**WHAT YOU HAVE TO DO**
From the entries that follow, report every line in which "labels" occurs.

(Stored records)
* * * * *

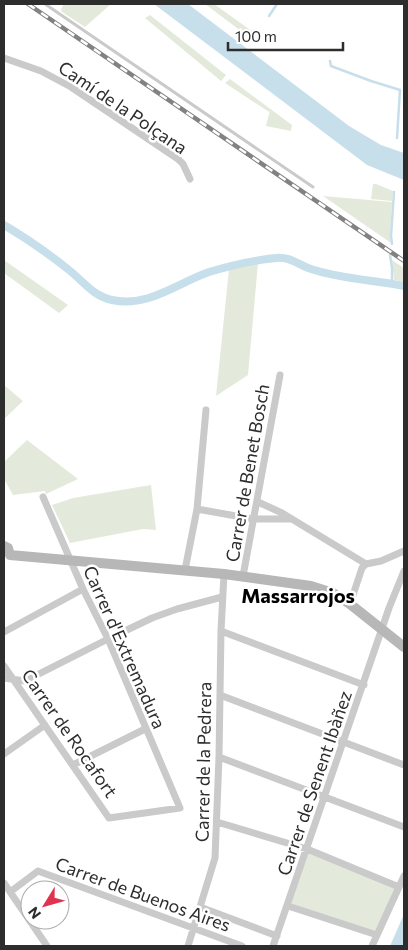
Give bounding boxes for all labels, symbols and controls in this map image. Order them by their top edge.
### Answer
scale bar [228,20,343,52]
text: 100 m [235,27,277,45]
street label: Camí de la Polçana [54,56,192,158]
street label: Carrer de Benet Bosch [220,382,274,564]
street label: Carrer d'Extremadura [79,562,171,732]
district label: Massarrojos [241,583,355,607]
street label: Carrer de Rocafort [17,665,123,801]
street label: Carrer de la Pedrera [191,682,215,842]
street label: Carrer de Senent Ibàñez [272,688,356,878]
street label: Carrer de Buenos Aires [53,852,233,936]
north arrow [20,880,70,930]
text: N [24,904,44,922]

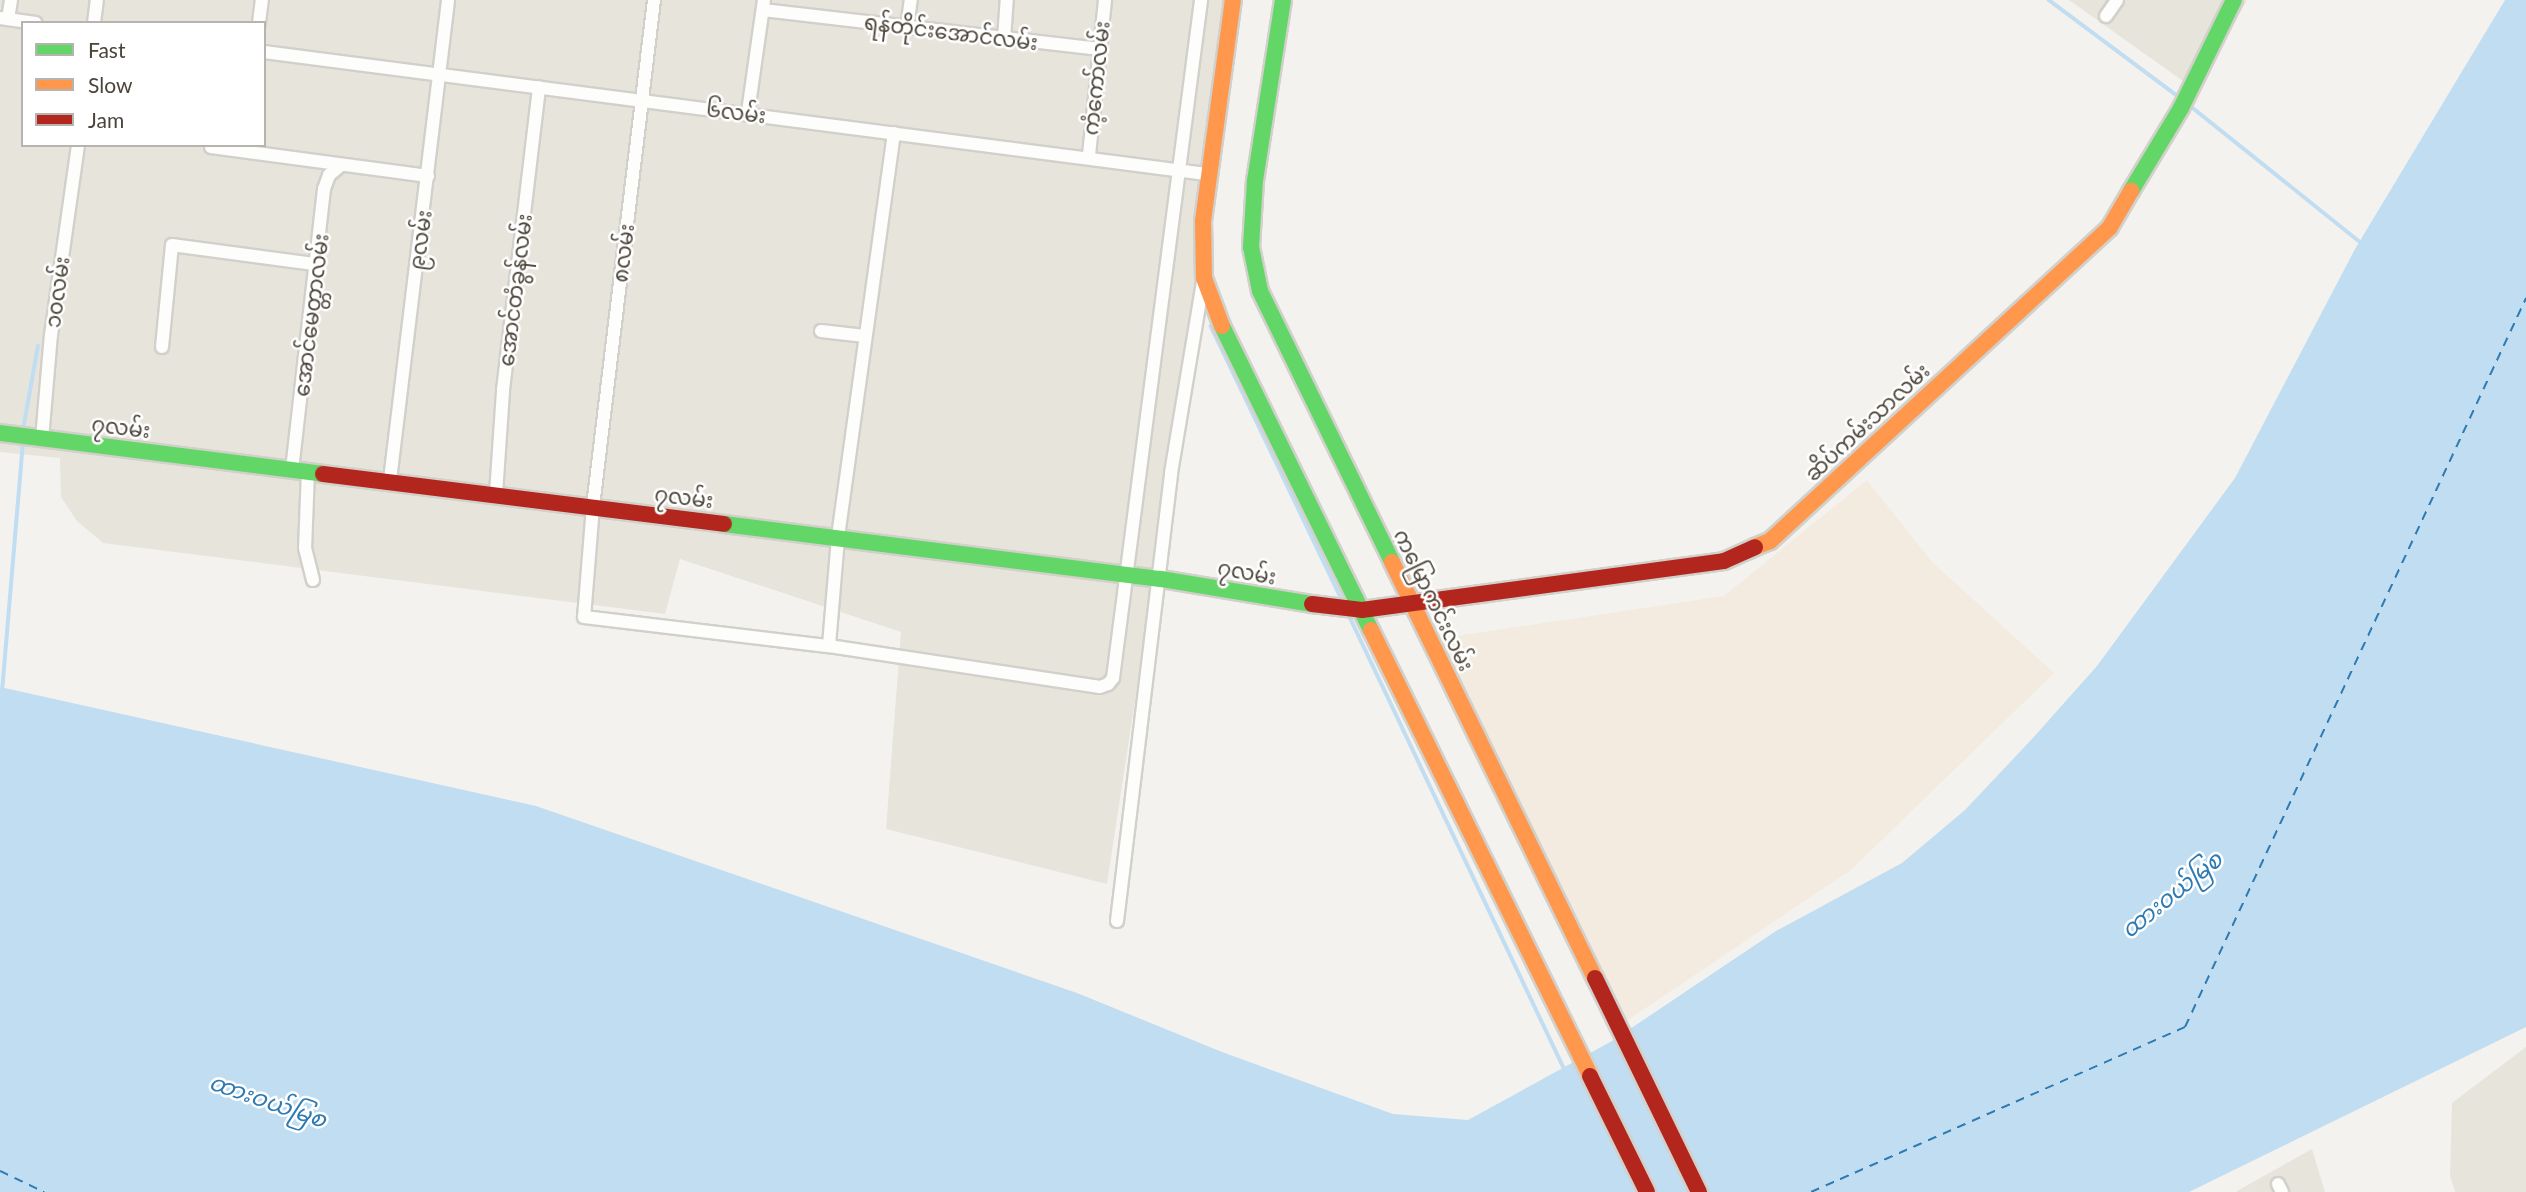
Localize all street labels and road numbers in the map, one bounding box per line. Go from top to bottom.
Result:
street label: ရန်တိုင်းအောင်လမ်း [863,9,1039,55]
street label: ကံ့ကော်လမ်း [1077,20,1115,136]
street label: ၆လမ်း [705,96,767,128]
street label: ၉လမ်း [403,208,437,272]
street label: အောင်တံခွန်လမ်း [493,212,537,368]
street label: ၈လမ်း [607,222,639,284]
street label: အောင်မေတ္တာလမ်း [288,232,334,398]
street label: ၁၀လမ်း [40,255,74,329]
street label: ဆိပ်ကမ်းသာလမ်း [1799,358,1935,486]
street label: ၇လမ်း [90,411,152,443]
street label: ၇လမ်း [653,481,715,513]
street label: ကမြောကင်းလမ်း [1389,525,1479,675]
street label: ၇လမ်း [1216,554,1278,590]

* * * * *

**WRITTEN ANSWER**
Give bounding boxes for all labels, symbols and controls in this map image. Order them by their top edge.
Localize all street labels and road numbers in the map, one bounding box per line. Go from top to bottom.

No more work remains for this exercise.